Paper
Paper as a metaphor is often seen as an image of what is entirely empty of meaning. For example, being like a blank sheet of paper is a poor starting point for solving any problem. Or it is like the unrealized potential of the white sheet in the typewriter, which scares the writer into a writer’s block.
Today it is a favorite saying that we live in the paper-less society. But more than ever we use enormous amounts of paper: printing paper, toilet paper, money, books, wrapping paper and wrapping In general. But even though our daily lives are increasingly wrapped up in paper, we rarely see this as more than a neutral medium for information. We are generally blind to the material substance and the endless potential of paper. Like most essential values and things lying at the root of our lives, paper also becomes a banality whose inherent characteristics are forgotten. In this way paper is the material closest to being nothing in all its generality, distribution, whiteness and blank-ness.
Paper holds the rare combination of qualities and combinations that it is both fragile and multi-functional, nothing special as well as being just anything. What material would then be better suited to tell about formidable realities and crumpled-up failures? The limitations of paper present a challenge for Peter Callesen’s technical and craftsmanlike command of the material, and the banality of paper laves him free to develop the most dramatic tales.
The first work in A4 paper from Peter Callesen’s hand was a gimmick in an exhibition catalogue. In this catalogue he left one page with a complicated pattern, calling on the reader to fold his own fairy-tale castle from this sheet. The point was to offer the reader an impossible but tempting challenge, a challenge which Peter Callesen himself was not able to ignore, of course. What seemed to be impossible turned out to be possible, and this became the start of his long series of paper works challenging himself as well as the viewer in the shape of castles and numerous other motifs.
Peter Callesen has worked with a kind of dogma rules in a long series of his paper works in Size A4 (though not A4 only). Logic dictates that only this particular sheet is used, that nothing is added, and that after cutouts the silhouette reveals the building materials of the three-dimensional picture, but is also a motif in itself. Whereas the three-dimensional picture is the technically sensational one, the negative picture appears more laden as far as meaning goes, which makes the absent statement become the more present statement.

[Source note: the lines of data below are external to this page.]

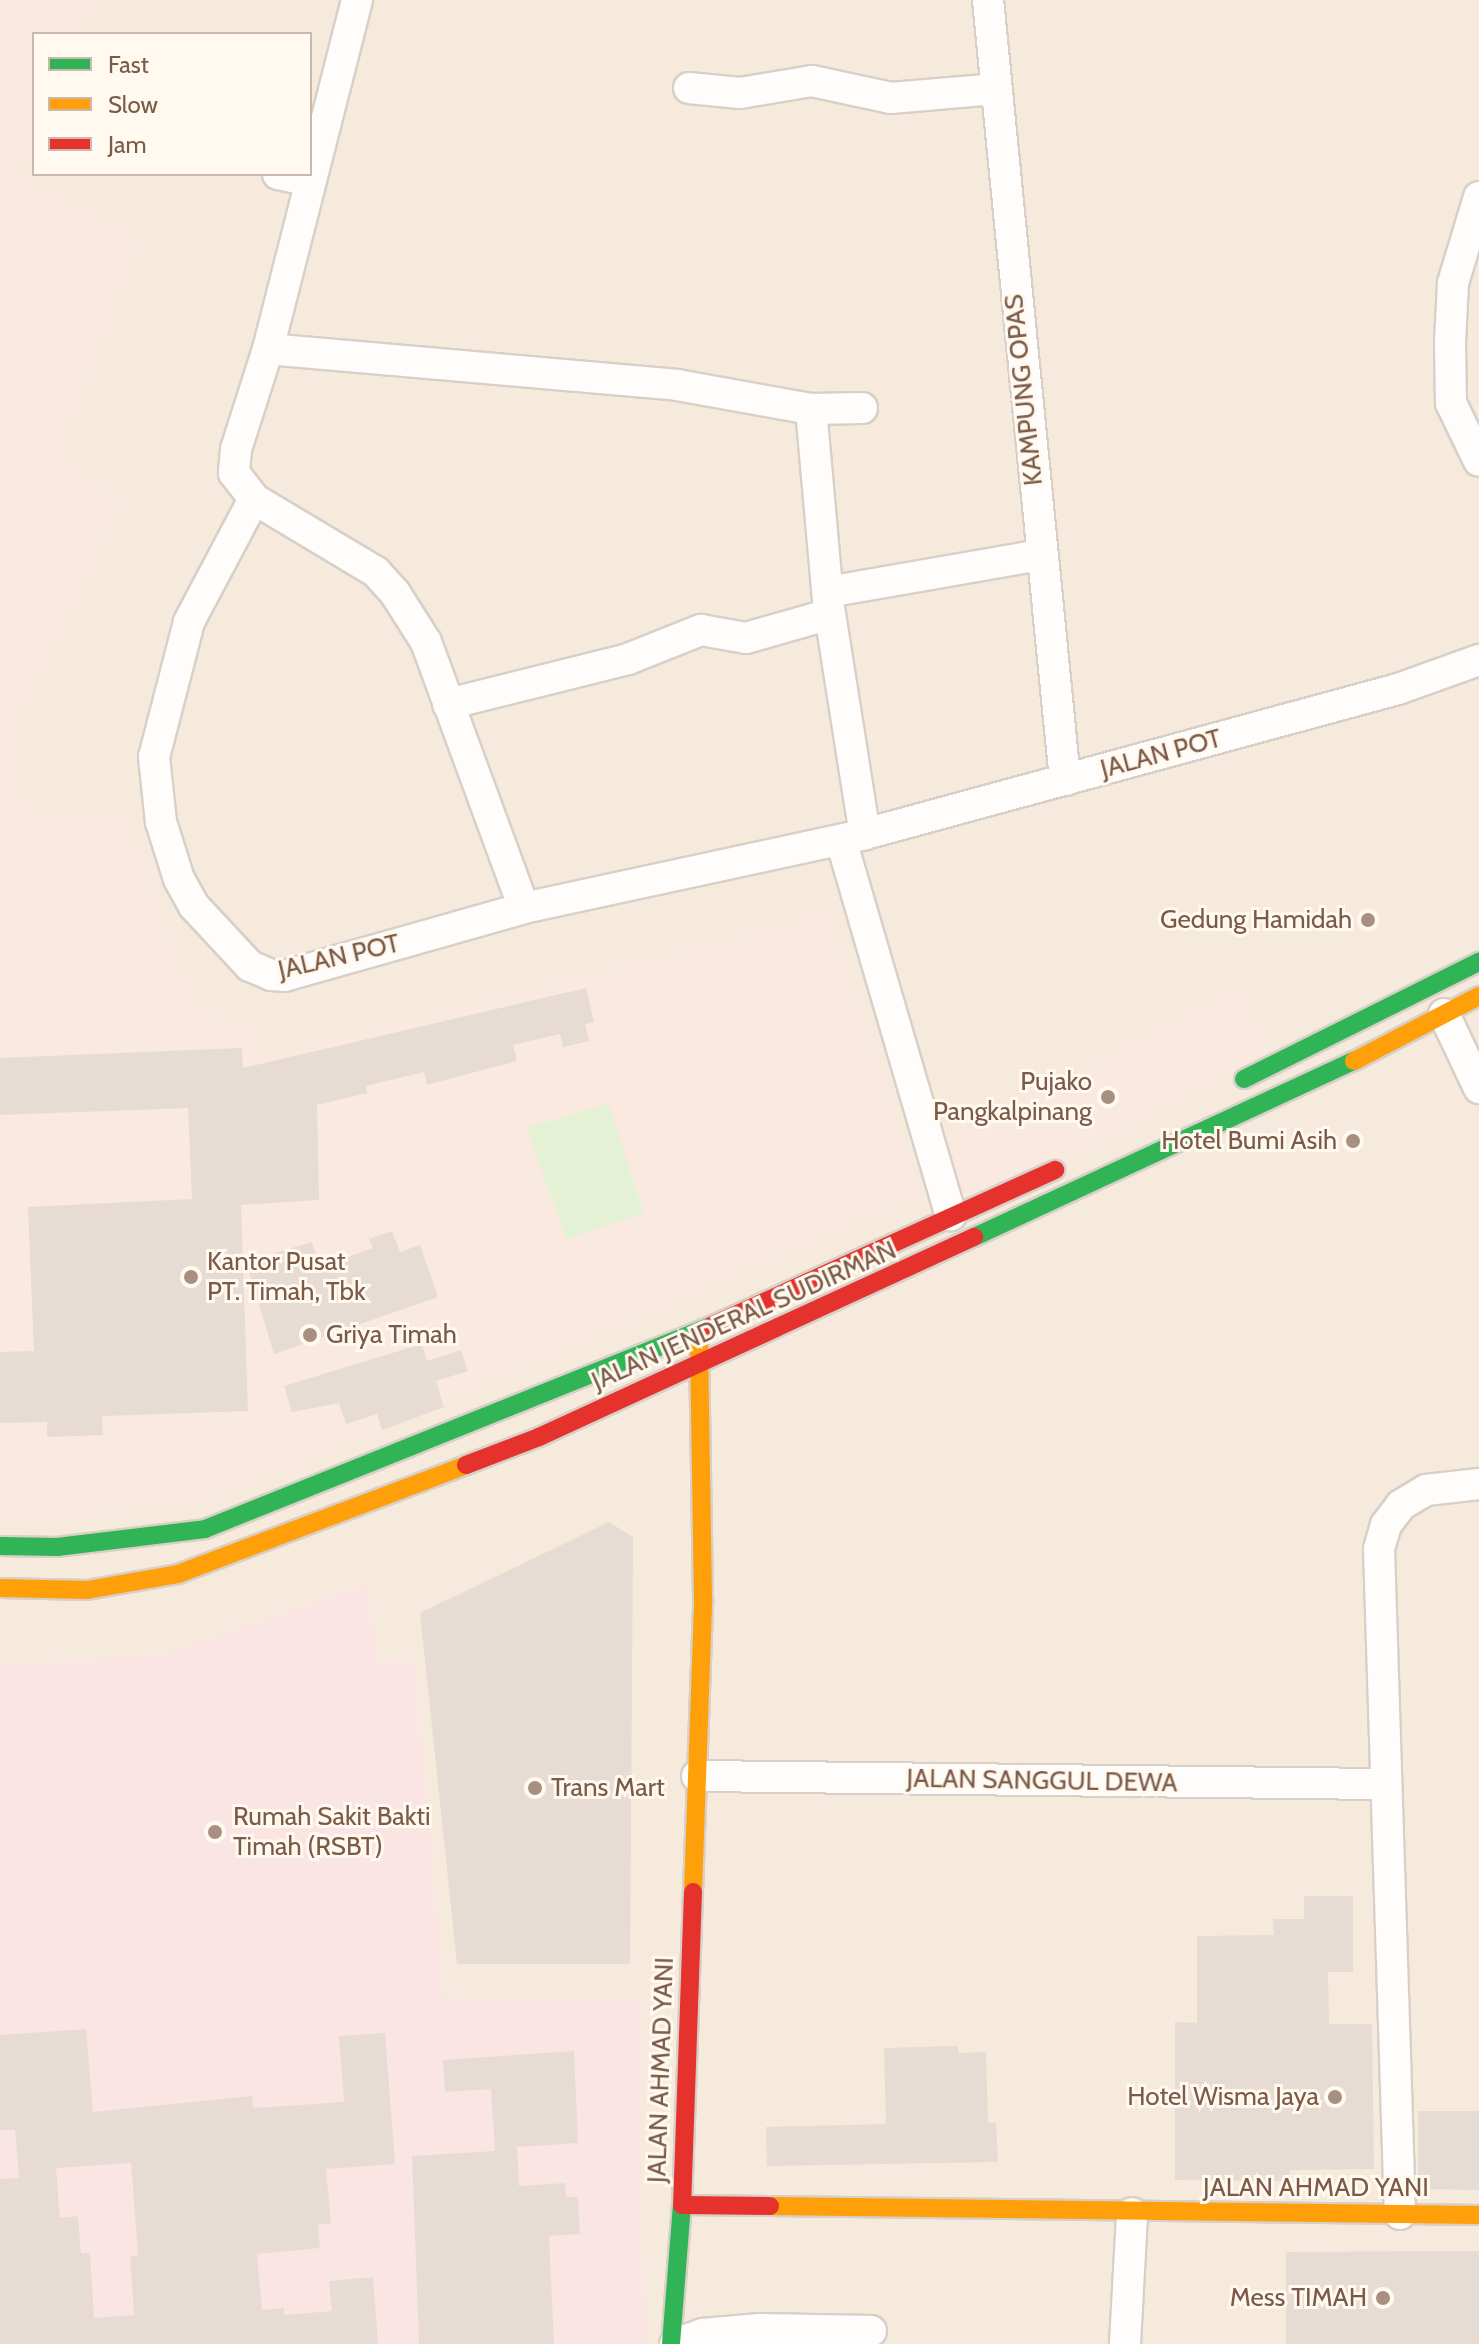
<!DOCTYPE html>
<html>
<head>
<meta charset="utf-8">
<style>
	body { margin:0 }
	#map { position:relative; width:1479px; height:2344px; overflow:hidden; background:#f9f4ec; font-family:Cabin,sans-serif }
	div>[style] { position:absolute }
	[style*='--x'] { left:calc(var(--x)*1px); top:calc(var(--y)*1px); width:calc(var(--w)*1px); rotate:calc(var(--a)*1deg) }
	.residential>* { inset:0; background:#f6eadc }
	.commercial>* { inset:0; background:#f9e9df }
	.medical>* { inset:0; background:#fbe5e4 }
	.green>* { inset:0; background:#e5f1d5 }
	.building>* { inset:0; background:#e6dcd3 }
	.roads { filter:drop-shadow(2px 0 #d8d0c8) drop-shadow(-2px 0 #d8d0c8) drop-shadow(0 2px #d8d0c8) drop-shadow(0 -2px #d8d0c8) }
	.street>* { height:30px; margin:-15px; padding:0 15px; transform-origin:15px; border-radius:15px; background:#fefdfc }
	.fast>* { height:18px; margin:-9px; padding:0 9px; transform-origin:9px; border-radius:9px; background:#30b455 }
	.slow>* { height:18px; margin:-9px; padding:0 9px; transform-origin:9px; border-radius:9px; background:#ff9f0a }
	.jam>* { height:18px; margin:-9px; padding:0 9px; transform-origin:9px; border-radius:9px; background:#e5322d }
	.dots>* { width:22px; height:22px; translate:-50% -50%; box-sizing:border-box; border:4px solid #fff9ef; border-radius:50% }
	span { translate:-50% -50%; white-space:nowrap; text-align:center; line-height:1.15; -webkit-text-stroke:6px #fff9ef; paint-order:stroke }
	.street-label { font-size:26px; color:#7b5a48 }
	.poi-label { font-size:26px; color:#7b5a48 }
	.right { translate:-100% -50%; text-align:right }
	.left { translate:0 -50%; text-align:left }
	.legend { position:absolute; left:32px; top:32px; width:280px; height:144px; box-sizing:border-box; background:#fff9ef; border:2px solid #cab9ac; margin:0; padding:10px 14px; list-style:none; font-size:24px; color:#7b5a48 }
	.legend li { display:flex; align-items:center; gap:16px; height:40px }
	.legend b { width:40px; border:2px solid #cab9ac }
</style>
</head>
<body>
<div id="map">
	<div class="residential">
		<div style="clip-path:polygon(evenodd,0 0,1479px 0,1479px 2344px,0 2344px,0 0,34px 34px,310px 34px,310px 174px,34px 174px,34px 34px)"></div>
	</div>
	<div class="commercial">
		<div style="clip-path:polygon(0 0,100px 0,84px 34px,34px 34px,34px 141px,18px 176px,143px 235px,62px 453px,124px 500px,18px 726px,27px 813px,124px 810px,200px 1014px,252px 1016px,260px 1058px,829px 911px,922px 1196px,272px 1478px,194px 1505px,65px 1520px,0 1520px)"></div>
		<div style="clip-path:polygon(1238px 985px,1271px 1050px,964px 1221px,944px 1144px)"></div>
	</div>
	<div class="medical">
		<div style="clip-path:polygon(367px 1584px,377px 1660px,414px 1662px,444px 1998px,641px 2000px,640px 2233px,648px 2344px,0 2344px,0 1665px,156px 1656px)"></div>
	</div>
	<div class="green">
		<div style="clip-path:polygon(608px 1103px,644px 1213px,566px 1239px,527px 1128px)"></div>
	</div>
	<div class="building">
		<div style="clip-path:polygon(586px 988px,594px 1022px,585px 1024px,589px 1041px,563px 1047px,560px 1034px,513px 1045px,517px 1061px,427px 1085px,424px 1072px,366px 1086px,367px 1093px,317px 1105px,319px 1200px,241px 1205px,248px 1411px,102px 1416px,103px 1435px,47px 1437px,47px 1422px,0 1423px,0 1352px,34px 1351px,28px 1207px,192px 1199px,188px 1108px,0 1115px,0 1058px,242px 1048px,243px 1068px)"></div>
		<div style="clip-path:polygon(392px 1231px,400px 1252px,420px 1245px,438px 1297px,274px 1354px,246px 1262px,312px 1242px,320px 1267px,373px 1248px,369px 1239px)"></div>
		<div style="clip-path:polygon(422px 1344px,427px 1361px,461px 1350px,468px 1371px,436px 1381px,444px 1407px,382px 1430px,377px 1414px,346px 1424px,339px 1403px,292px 1412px,284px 1386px)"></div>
		<div style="clip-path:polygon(609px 1522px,633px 1537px,630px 1964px,457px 1964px,420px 1613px)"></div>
		<div style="clip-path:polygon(1304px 1896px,1353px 1896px,1353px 1972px,1328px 1972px,1329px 2024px,1372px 2024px,1374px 2169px,1290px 2170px,1290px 2181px,1175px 2180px,1175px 2022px,1197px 2023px,1197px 1936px,1274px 1935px,1273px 1919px,1304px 1919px)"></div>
		<div style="clip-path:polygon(evenodd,86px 2029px,93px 2112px,252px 2096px,253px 2108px,344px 2102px,339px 2036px,385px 2033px,395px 2164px,326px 2169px,331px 2223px,318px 2225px,320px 2248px,257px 2254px,262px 2310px,284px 2308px,284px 2315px,332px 2311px,329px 2281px,373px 2277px,378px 2344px,0 2344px,0 2179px,19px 2178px,15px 2130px,0 2130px,0 2035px,86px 2029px,131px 2163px,138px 2256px,130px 2256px,134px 2315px,94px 2318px,90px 2253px,81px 2253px,78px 2216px,60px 2218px,56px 2168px,131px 2163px)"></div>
		<div style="clip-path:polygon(958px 2046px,958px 2053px,986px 2052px,988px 2123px,996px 2123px,998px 2162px,767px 2166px,766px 2127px,886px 2124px,884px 2048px)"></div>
		<div style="clip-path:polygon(574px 2051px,578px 2143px,517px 2147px,519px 2186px,565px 2183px,566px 2197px,578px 2197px,580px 2234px,549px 2236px,554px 2344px,419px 2344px,412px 2156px,495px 2151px,491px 2089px,445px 2092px,443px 2060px)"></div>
		<div style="clip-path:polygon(1418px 2111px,1479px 2111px,1479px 2190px,1418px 2189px)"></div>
		<div style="clip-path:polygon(1479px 2251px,1479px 2344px,1286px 2344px,1286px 2252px)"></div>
	</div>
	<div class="roads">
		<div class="street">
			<div style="--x:357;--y:0;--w:360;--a:104.3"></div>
			<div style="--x:268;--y:349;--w:105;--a:107.7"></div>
			<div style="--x:236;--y:449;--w:24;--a:95"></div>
			<div style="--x:234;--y:473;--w:33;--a:52"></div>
			<div style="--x:254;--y:499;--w:142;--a:30.9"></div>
			<div style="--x:376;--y:572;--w:28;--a:48"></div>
			<div style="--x:395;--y:593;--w:58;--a:57.7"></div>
			<div style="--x:426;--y:642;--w:283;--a:69.8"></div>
			<div style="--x:988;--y:0;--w:784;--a:84.36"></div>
			<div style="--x:689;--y:88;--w:51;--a:5.6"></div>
			<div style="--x:740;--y:93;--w:73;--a:-9.5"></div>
			<div style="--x:812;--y:81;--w:81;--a:12.1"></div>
			<div style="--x:891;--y:98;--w:104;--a:-4.9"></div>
			<div style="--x:278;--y:174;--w:33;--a:12"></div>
			<div style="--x:1479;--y:197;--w:90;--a:106.8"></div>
			<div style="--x:1453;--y:283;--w:59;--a:92.9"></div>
			<div style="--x:1450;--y:342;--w:61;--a:89.1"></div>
			<div style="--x:1451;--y:403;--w:64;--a:64.2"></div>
			<div style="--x:268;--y:349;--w:411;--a:5"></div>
			<div style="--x:677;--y:385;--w:136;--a:10.2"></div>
			<div style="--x:811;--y:409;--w:51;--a:-1.1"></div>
			<div style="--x:811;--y:409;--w:204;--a:84.9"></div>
			<div style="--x:254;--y:499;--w:139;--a:117.9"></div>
			<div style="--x:189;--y:622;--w:139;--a:104.5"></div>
			<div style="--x:154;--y:757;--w:65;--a:83.9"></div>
			<div style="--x:161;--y:822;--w:60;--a:72.5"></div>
			<div style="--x:179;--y:879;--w:31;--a:61"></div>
			<div style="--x:194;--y:906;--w:82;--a:47"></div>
			<div style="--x:250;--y:966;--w:23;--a:23"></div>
			<div style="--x:271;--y:975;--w:13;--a:4"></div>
			<div style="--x:284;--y:976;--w:249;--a:-15.8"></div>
			<div style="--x:524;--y:908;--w:349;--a:-12.2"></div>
			<div style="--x:865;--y:834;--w:552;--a:-15.22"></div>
			<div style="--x:1398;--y:689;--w:86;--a:-19.7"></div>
			<div style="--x:828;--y:592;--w:215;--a:-9.9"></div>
			<div style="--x:448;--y:704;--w:186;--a:-14"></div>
			<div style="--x:628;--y:659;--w:79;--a:-21.7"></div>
			<div style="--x:701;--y:630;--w:46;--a:10.1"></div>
			<div style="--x:746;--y:638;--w:87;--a:-15.9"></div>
			<div style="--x:830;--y:614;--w:223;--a:81"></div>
			<div style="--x:841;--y:840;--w:391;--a:73.7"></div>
			<div style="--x:1444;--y:1014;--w:82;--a:64.7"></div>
			<div style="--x:697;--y:1776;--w:689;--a:0.67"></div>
			<div style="--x:1400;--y:2214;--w:665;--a:-91.81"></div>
			<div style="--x:1379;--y:1549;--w:25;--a:-74"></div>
			<div style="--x:1386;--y:1525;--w:25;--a:-53"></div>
			<div style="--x:1401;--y:1505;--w:29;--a:-31"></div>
			<div style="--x:1426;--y:1490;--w:53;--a:-6.5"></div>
			<div style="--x:675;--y:2344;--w:30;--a:-20"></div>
			<div style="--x:703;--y:2334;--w:57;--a:-5"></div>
			<div style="--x:760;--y:2329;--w:111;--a:1"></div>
			<div style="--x:1125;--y:2344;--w:131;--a:-86.9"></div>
		</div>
		<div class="fast">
			<div style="--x:1244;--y:1079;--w:263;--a:-26.5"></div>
			<div style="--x:974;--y:1237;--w:419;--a:-24.9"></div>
			<div style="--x:0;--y:1546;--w:57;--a:1"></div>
			<div style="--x:57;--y:1547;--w:149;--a:-6.9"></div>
			<div style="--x:205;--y:1529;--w:545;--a:-21.86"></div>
			<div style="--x:671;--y:2344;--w:139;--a:-85.5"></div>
		</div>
		<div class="slow">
			<div style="--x:1354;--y:1061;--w:141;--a:-27.5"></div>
			<div style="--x:0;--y:1588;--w:87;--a:1.3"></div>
			<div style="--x:87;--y:1590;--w:92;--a:-10"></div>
			<div style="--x:178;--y:1574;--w:308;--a:-20.7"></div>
			<div style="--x:693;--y:1892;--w:293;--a:-88"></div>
			<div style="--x:703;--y:1599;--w:267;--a:-90.9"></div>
			<div style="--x:770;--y:2206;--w:709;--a:0.73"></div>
		</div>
		<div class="jam">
			<div style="--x:711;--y:1326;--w:378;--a:-24.4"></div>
			<div style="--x:466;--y:1465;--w:78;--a:-21"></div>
			<div style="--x:539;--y:1437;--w:479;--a:-24.7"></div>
			<div style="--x:693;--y:1892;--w:313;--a:92"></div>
			<div style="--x:682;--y:2205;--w:88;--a:0.7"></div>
		</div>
	</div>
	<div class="dots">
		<div style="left:1368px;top:920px;background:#a79081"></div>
		<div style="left:1108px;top:1097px;background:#a79081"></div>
		<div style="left:1353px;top:1141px;background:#a79081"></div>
		<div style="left:191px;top:1277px;background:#a79081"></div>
		<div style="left:310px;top:1335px;background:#a79081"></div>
		<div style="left:535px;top:1788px;background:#a79081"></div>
		<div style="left:215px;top:1832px;background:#a79081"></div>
		<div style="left:1335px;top:2097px;background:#a79081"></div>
		<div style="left:1383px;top:2298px;background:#a79081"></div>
	</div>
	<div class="street-label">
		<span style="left:1024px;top:390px;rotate:-96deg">KAMPUNG OPAS</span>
		<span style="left:1161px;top:754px;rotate:-15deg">JALAN POT</span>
		<span style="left:339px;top:957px;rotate:-13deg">JALAN POT</span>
		<span style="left:744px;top:1316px;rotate:-24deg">JALAN JENDERAL SUDIRMAN</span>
		<span style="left:1042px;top:1781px;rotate:1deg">JALAN SANGGUL DEWA</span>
		<span style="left:661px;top:2070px;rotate:-88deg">JALAN AHMAD YANI</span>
		<span style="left:1316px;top:2188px">JALAN AHMAD YANI</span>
	</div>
	<div class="poi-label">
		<span class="right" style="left:1352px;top:920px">Gedung Hamidah</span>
		<span class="right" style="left:1092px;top:1097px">Pujako<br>Pangkalpinang</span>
		<span class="right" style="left:1337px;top:1141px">Hotel Bumi Asih</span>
		<span class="left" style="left:207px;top:1277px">Kantor Pusat<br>PT. Timah, Tbk</span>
		<span class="left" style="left:326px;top:1335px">Griya Timah</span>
		<span class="left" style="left:551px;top:1788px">Trans Mart</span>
		<span class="left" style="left:233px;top:1832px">Rumah Sakit Bakti<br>Timah (RSBT)</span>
		<span class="right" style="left:1319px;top:2097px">Hotel Wisma Jaya</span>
		<span class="right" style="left:1367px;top:2298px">Mess TIMAH</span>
	</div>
	<ul class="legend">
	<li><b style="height:10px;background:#30b455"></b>Fast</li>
	<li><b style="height:10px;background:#ff9f0a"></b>Slow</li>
	<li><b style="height:10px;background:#e5322d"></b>Jam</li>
	</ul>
</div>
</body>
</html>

The paper cuts develop into adopting larger formats and larger portions of the room as well, some hanging on walls and continuing on to the floor with no frame, others spreading to cover an entire room with no frame and no distinct limitations. This maintains the interaction, which Peter Callesen has worked intensely with in his performances. The A4 works possess a performativity by virtue of the fact that they display their own process of creation, and that the large paper works serve as installations physically influencing the viewer by capturing his or her room. By way of being large installations the paper works dominate the rooms they are exhibited in, but because they are displayed with no frames and podiums the fact is dramatized that a mere touch can destroy the work.